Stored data

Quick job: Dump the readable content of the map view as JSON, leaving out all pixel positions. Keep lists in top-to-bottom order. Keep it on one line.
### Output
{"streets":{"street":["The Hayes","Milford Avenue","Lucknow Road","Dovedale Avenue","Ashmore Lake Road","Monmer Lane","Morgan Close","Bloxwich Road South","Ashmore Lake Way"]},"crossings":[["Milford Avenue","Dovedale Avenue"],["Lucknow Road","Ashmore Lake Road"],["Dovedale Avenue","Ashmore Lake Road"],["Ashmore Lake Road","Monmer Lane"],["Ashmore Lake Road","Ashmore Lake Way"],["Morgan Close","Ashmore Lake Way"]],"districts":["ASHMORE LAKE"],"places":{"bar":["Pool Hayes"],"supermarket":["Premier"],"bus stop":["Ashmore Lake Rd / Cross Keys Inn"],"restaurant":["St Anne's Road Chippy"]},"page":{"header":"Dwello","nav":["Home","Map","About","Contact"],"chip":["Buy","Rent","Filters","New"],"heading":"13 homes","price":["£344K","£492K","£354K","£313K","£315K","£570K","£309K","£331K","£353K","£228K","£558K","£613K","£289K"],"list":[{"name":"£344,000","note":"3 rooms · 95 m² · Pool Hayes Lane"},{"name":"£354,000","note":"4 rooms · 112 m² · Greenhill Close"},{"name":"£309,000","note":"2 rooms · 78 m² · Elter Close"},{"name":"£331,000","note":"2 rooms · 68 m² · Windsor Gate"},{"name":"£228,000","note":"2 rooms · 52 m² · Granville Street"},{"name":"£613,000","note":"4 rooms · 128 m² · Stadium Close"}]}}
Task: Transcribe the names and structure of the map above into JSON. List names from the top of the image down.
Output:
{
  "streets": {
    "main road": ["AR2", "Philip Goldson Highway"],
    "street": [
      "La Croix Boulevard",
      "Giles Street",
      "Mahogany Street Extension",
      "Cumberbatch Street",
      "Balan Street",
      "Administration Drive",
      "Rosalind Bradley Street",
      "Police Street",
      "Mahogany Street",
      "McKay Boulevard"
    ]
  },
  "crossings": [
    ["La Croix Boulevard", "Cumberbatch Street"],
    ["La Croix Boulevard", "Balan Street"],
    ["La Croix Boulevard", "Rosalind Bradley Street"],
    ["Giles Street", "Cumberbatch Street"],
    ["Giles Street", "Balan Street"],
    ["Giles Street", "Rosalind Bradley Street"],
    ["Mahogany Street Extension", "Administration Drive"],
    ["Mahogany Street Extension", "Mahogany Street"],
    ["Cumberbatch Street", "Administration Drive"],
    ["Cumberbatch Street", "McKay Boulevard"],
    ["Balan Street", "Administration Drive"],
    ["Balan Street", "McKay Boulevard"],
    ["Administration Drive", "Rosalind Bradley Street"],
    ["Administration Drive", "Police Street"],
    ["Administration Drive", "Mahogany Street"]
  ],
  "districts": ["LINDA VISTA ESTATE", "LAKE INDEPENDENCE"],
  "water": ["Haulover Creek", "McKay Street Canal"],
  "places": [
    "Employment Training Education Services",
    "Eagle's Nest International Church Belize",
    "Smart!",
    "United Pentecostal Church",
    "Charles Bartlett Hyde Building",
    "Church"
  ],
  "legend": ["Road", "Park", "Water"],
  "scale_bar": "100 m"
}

• Your instructions: Filter the data for the string "Mahogany". Copy each matching line.

• Response to the exercise:
      "Mahogany Street Extension",
      "Mahogany Street",
    ["Mahogany Street Extension", "Administration Drive"],
    ["Mahogany Street Extension", "Mahogany Street"],
    ["Administration Drive", "Mahogany Street"]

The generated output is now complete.